JAKARTA - Pope Francis on Wednesday called for simplified adoption procedures, urging couples to have more children as he presided over his first general audience of the New Year.
He repeated his call for couples to have more children to overcome what he called the 'demographic winter' in much of the West, saying 'this denial of motherhood makes us smaller, takes away our humanity'.
Pope Francis laments the fact that pets 'sometimes replace children in society.'
"Today we see a form of selfishness. We see some people do not want to have children," the Pope quoted The National News on January 6.
"Sometimes they have one (child) and that's it, but they have dogs and cats replacing the kids. It may make people laugh, but it's the reality."
He added that this practice is a denial of parenthood and diminishes us, deprives us of our humanity."
"So civilization grows old without humanity because we lose our fatherly and motherly riches, and it is the state that suffers," he said.
He also called for couples who cannot have children to be open to adoption options.
"Choices like this are one of the highest forms of love, and being father and mother. How many children in the world are waiting for someone to take care of them!" Pope Francis said.
Pope Francis has been photographed petting a dog, leaving a baby lamb slung over his shoulder during the Epiphany in 2014, to petting tigers and baby panthers.

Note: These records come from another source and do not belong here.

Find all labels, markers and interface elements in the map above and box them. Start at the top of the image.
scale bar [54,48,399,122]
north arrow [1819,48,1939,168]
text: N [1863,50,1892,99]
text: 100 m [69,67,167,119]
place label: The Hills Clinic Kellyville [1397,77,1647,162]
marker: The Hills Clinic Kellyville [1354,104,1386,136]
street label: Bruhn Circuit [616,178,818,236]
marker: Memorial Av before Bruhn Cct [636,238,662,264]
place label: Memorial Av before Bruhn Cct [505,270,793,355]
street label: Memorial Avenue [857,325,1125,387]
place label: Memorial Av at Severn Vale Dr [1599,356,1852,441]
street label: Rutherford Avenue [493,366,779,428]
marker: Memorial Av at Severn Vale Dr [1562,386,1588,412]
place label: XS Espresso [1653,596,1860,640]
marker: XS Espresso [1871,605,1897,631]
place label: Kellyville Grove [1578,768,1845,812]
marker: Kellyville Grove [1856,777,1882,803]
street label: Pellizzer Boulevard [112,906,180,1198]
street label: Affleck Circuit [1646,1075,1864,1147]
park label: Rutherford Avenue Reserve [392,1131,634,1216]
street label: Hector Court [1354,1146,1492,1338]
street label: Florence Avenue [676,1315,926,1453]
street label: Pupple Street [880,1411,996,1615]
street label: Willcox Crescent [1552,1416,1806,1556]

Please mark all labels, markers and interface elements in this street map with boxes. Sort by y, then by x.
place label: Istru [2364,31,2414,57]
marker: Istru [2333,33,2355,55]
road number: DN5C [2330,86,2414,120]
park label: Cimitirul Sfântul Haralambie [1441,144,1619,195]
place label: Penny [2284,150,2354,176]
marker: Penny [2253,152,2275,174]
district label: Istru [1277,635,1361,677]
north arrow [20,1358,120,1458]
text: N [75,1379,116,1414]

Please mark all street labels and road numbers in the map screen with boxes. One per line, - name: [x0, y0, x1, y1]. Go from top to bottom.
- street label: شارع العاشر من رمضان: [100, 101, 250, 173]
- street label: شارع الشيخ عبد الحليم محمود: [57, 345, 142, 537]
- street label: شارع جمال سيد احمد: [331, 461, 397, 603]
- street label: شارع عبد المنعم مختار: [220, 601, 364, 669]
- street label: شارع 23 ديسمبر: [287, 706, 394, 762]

However, unlike his predecessor, Pope Benedict XVI who is a cat lover, Pope Francis is not known to have pets at his residence in the Vatican.
In his address, Pope Francis argued for simplification of adoption procedures "so that the dreams of so many children who need families, and so many couples who want to give themselves in love, can come true".
Separately, the Italian International Organization for the Protection of Animals (OIPA) said it was "strange to think that the pope considers the love of our lives to be quantitatively limited", citing the sacrifices of volunteers who save animal lives.
“It is clear to (Pope) Francis that animal life is not as important as human life. But those who feel that life is sacred love life outside of a species," OIPA President Massimo Comparotto said in a statement.